Haskell's type system is practically a language itself. It has many powerful features that aid with expression:

    * sum, product and generalized algebraic data types (GADTs)
    * higher-kinded types
    * universally & existentially quantified types
    * scoped type variables
    * impredicative types
    * associated types
    * type families
    * kind polymorphism (a new feature)
    * type holes (also new)
>By the way, does Haskell's type system have the "value restriction" that you run into in ML?

I'm not sure what you mean by "value restriction". Haskell, like ML, is not a dependently typed programming language. For that you'll want to use something like Agda. As for why you'd want a language to not have dependent types? Well, having them introduces all kinds of considerations with regards to decidability and type inference.

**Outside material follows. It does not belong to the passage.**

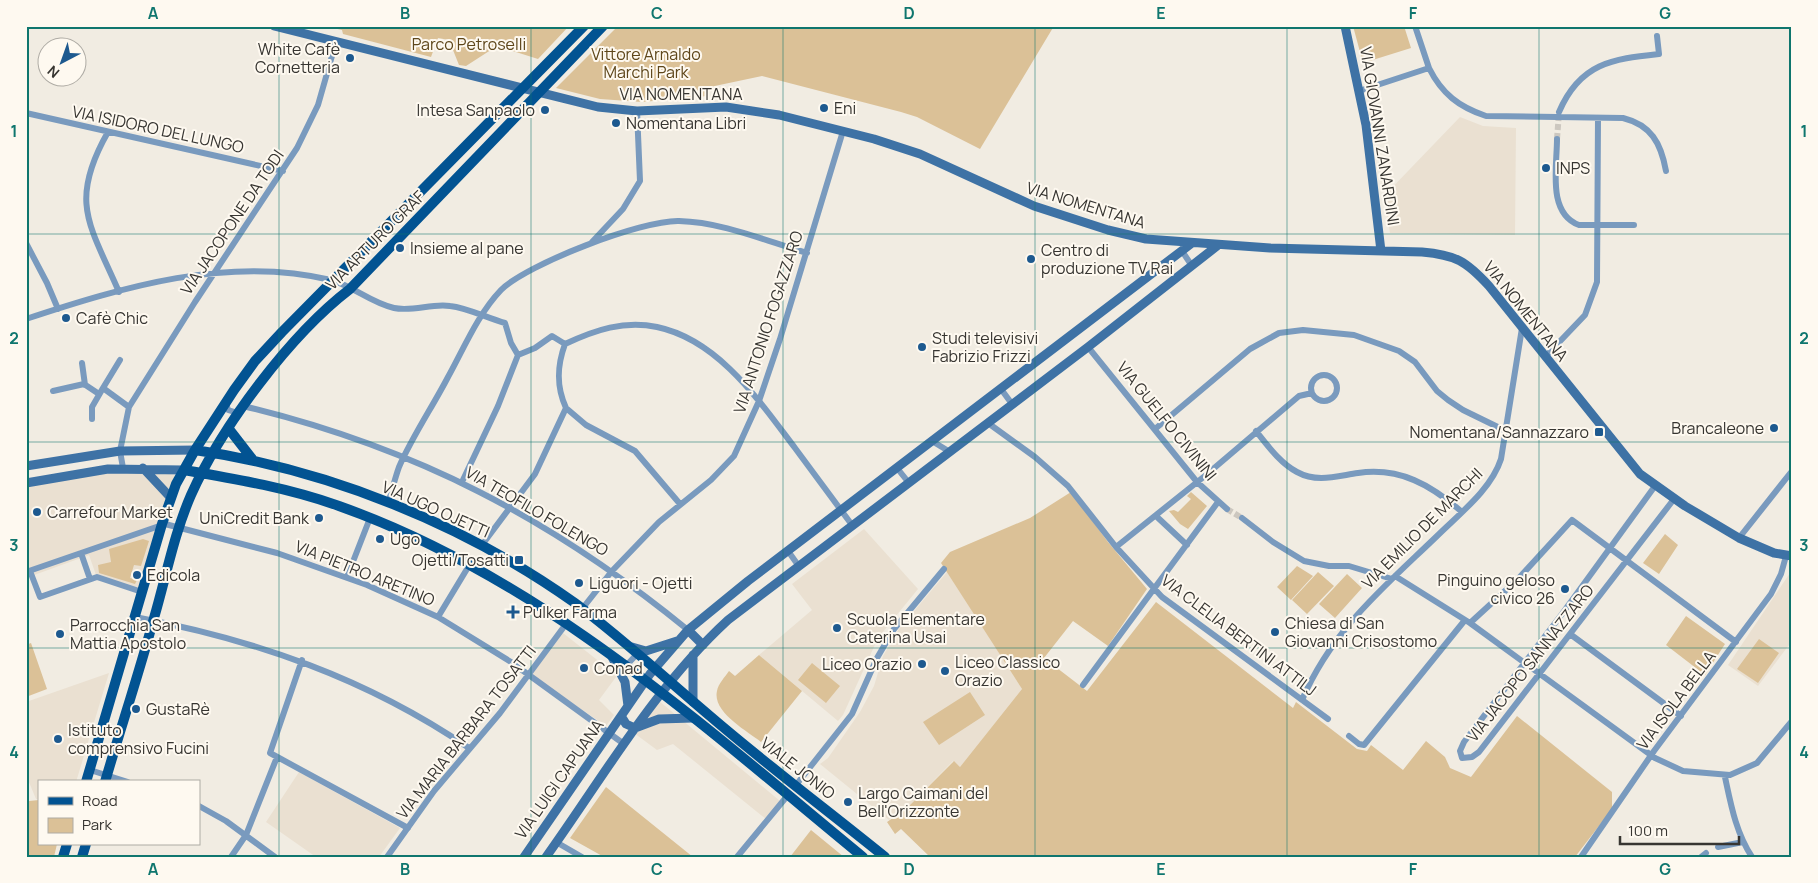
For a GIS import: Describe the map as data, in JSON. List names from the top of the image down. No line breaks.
{"streets":{"main road":["VIA ARTURO GRAF","VIA UGO OJETTI","VIALE JONIO"],"street":["VIA NOMENTANA","VIA ISIDORO DEL LUNGO","VIA GIOVANNI ZANARDINI","VIA JACOPONE DA TODI","VIA ANTONIO FOGAZZARO","VIA GUELFO CIVININI","VIA TEOFILO FOLENGO","VIA EMILIO DE MARCHI","VIA PIETRO ARETINO","VIA CLELIA BERTINI ATTILJ","VIA JACOPO SANNAZZARO","VIA ISOLA BELLA","VIA MARIA BARBARA TOSATTI","VIA LUIGI CAPUANA"]},"crossings":[["VIA NOMENTANA","VIA GIOVANNI ZANARDINI"],["VIA NOMENTANA","VIA JACOPONE DA TODI"],["VIA NOMENTANA","VIA ARTURO GRAF"],["VIA NOMENTANA","VIA ANTONIO FOGAZZARO"],["VIA NOMENTANA","VIA EMILIO DE MARCHI"],["VIA NOMENTANA","VIA JACOPO SANNAZZARO"],["VIA NOMENTANA","VIA ISOLA BELLA"],["VIA ISIDORO DEL LUNGO","VIA JACOPONE DA TODI"],["VIA ARTURO GRAF","VIA UGO OJETTI"],["VIA ARTURO GRAF","VIA TEOFILO FOLENGO"],["VIA ARTURO GRAF","VIA PIETRO ARETINO"],["VIA ANTONIO FOGAZZARO","VIA UGO OJETTI"],["VIA ANTONIO FOGAZZARO","VIA TEOFILO FOLENGO"],["VIA UGO OJETTI","VIALE JONIO"],["VIA EMILIO DE MARCHI","VIA CLELIA BERTINI ATTILJ"],["VIA PIETRO ARETINO","VIA MARIA BARBARA TOSATTI"],["VIA PIETRO ARETINO","VIA LUIGI CAPUANA"]],"parks":["Parco Petroselli","Vittore Arnaldo Marchi Park"],"places":{"other":["White Cafè Cornetteria","Eni","Intesa Sanpaolo","Nomentana Libri","INPS","Insieme al pane","Centro di produzione TV Rai","Cafè Chic","Studi televisivi Fabrizio Frizzi","Brancaleone","Carrefour Market","UniCredit Bank","Ugo","Edicola","Liguori - Ojetti","Pinguino geloso civico 26","Scuola Elementare Caterina Usai","Chiesa di San Giovanni Crisostomo","Parrocchia San Mattia Apostolo","Liceo Orazio","Conad","Liceo Classico Orazio","GustaRè","Istituto comprensivo Fucini","Largo Caimani del Bell'Orizzonte"],"transit":["Nomentana/Sannazzaro","Ojetti/Tosatti"],"health":["Pulker Farma"]},"legend":["Road","Park"],"scale_bar":"100 m","north":"bottom left","grid":{"columns":["A","B","C","D","E","F","G"],"rows":["1","2","3","4"]}}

The value restriction is a rule that governs when type inference is allowed to polymorphically generalize a value declaration. In short, the value restriction says that generalization can only occur if the right-hand side of an expression is syntactically a value. [...] The value restriction prevents a ref cell (or an array) from holding values of different types, which would allow a value of one type to be cast to another and hence would break type safety

http://mlton.org/ValueRestriction

It can be annoying to work around this, because there are potentially ML programs that would be type-safe and would otherwise compile if they were not hindered by the value restriction.

I got my answer, though:

Ii is interesting that in ML, the presence of mutable ref cells and parametric polymorphism requires the whole language to be dominated by a "value restriction" [1] to ensure that the type system remains sound, whereas in Haskell, because IORef's can only be created (and used) in the IO monad, no such restriction is necessary.

http://www.haskell.org/pipermail/haskell-cafe/2007-July/0292...


Ahh, thank you. This was very informative. I have no experience with ML. I thought you might have been referring to the mixing of values and types which occurs in dependently typed programming.